Du coût à l’investissement : changer le regard sur la santé
Investir davantage à tous les niveaux, adopter une culture de l’innovation, mettre à profit les expériences, casser les silos et privilégier une vision globale : les intervenants de la deuxième table ronde de la web-conférence des Assises de l’Avenir ont proposé des pistes pour améliorer l’attractivité de la France et les perspectives de croissance de ses entreprises healthtech.
Investir dans l’industrie de la santé plutôt que la considérer comme un coût : un renversement de vision pour lequel Didier Veron milite depuis toujours. Intervenant lors de la 2e table ronde de la web-conférence des Assises de l’Avenir, co-organisée par Pharmaceutiques et le cabinet de conseil Asterès, le président du G5 Santé dénonce la « vision comptable » qui a prévalu jusqu’alors, et le niveau de régulation sur les prix qui impacte selon lui la compétitivité des entreprises françaises. Il plaide pour une « augmentation massive » de l’enveloppe des produits de santé dans le cadre de l’Ondam, lequel doit devenir pluriannuel. Une politique interministérielle est nécessaire, englobant notamment les efforts de recherche. « Tous les industriels ont besoin de travailler avec la recherche publique : l’Etat doit y mettre les moyens », insiste Didier Veron. L’agence européenne HERA, inspirée de la BARDA américaine, constitue l’une des réponses à cet enjeu, mais « elle doit être mise en œuvre rapidement, avec des moyens financiers massifs ».
Le défi du financement de la croissance
Côté dispositifs médicaux, « le secteur souffre d’une absence de grande stratégie nationale, regrette Sacha Loiseau, président et fondateur de Mauna Kea Technologies et vice-président de MedTech in France.

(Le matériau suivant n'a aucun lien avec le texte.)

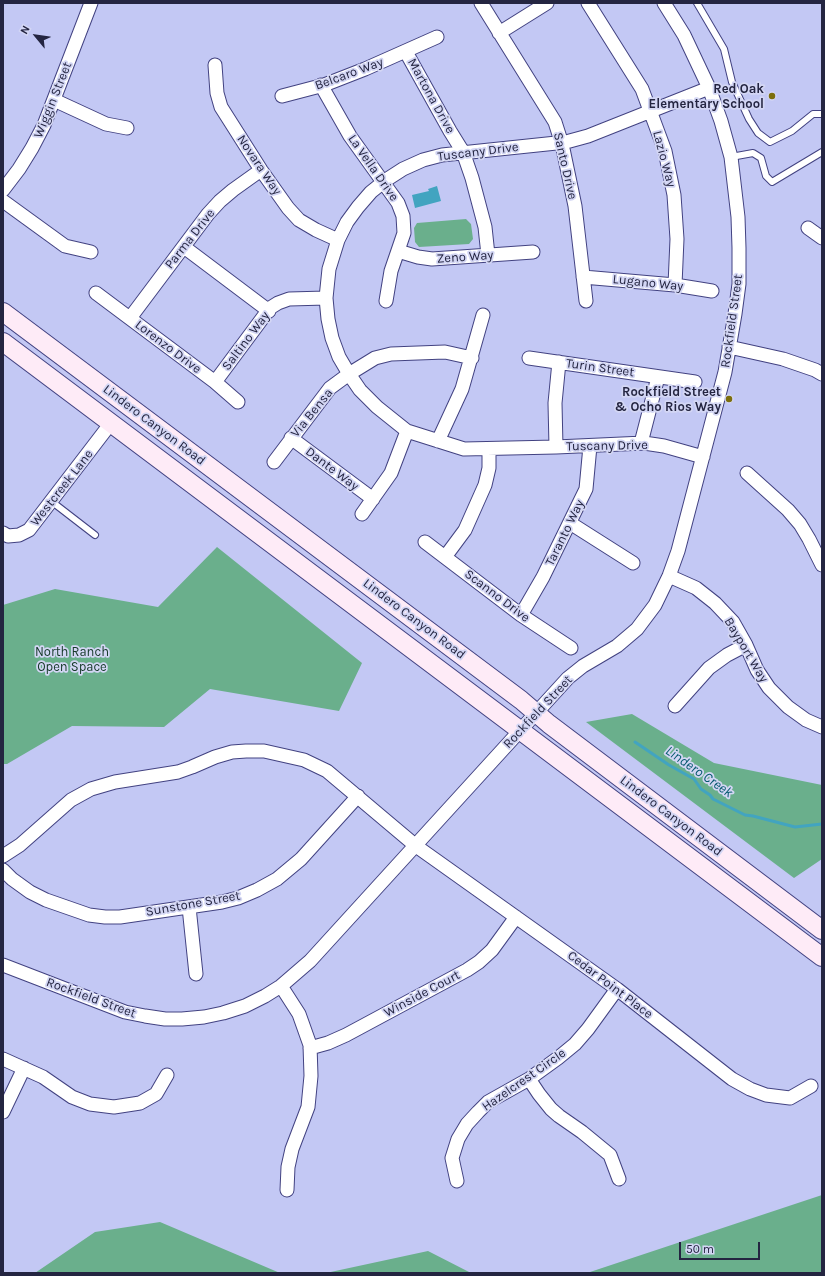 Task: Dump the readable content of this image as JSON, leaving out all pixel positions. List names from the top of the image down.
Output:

Contrairement par exemple à la Défense, l’Etat n’est pas un grand donneur d’ordre dans ce domaine, et nos entreprises ne peuvent pas s’appuyer sur la demande publique. » Les difficultés d’accès au marché français contraignent les entreprises à s’internationaliser très tôt, ce qui demande beaucoup de capitaux… difficiles à trouver en France ! « Le système, aujourd’hui peu favorable à l’acceptation de l’innovation, doit être prêt à prendre des risques mesurés, non pas sur la santé des patients mais au plan financier, des risques qui peuvent être partagés. »
La France a fait de grands progrès sur la création et le financement d’amorçage. Aujourd’hui « 95 % du tissu français des medtechs est constitué de TPE ! » relève Pierre Moustial, associé-fondateur de Lauxera Capital Partners. Selon lui, les investisseurs sont extrêmement frileux vis-à-vis du financement de la croissance et du capital-développement, une étape où l’EBITDA est encore négatif. « Nous n’avons pas en France de fonds réellement spécialisés dans la croissance des medtech, on en compte peut-être cinq en Europe alors qu’il y aurait de la place pour 50 ! ». Toute entreprise du secteur ayant des ambitions mondiales se doit de viser le marché américain, « qui représente 80 % du marché mondial », or « nous manquons de dirigeants ayant cette expérience outre-Atlantique ».
Intégrer les innovations dans l’écosystème
Dans le champ de la santé numérique, le problème vient du « manque de vision globale des donneurs d’ordres sur l’ensemble de la chaîne de valeur », déplore Chahra Louafi, directrice du Fonds d’investissement Patient Autonome de Bpifrance. La vision de l’évaluation peut aussi diverger. « Il faut assez tôt pouvoir dé-siloter, créer un maillage entre les entrepreneurs et leurs clients, et adresser le marché avec une proposition de valeur forte. » Une difficulté est que les investisseurs rechignent à « défricher » et préfèrent reproduire des schémas et s’appuyer sur des référentiels déjà éprouvés ; or les perspectives de remboursement des outils numériques en santé sont encore extrêmement floues. Ces innovations ne doivent pas être considérées isolément de leur environnement, notamment hospitalier, mais au contraire être intégrées.
Cette vision globale peut exister au niveau des territoires. « Nous portons un double regard sur la santé, avec la dimension innovation et la dimension préservation des déterminants de santé », souligne Carole Doucet, cheffe du service santé et silver économie du Conseil régional de Nouvelle-Aquitaine. Et pour attirer les entreprises de santé, les régions doivent leur offrir le meilleur écosystème pour s’épanouir.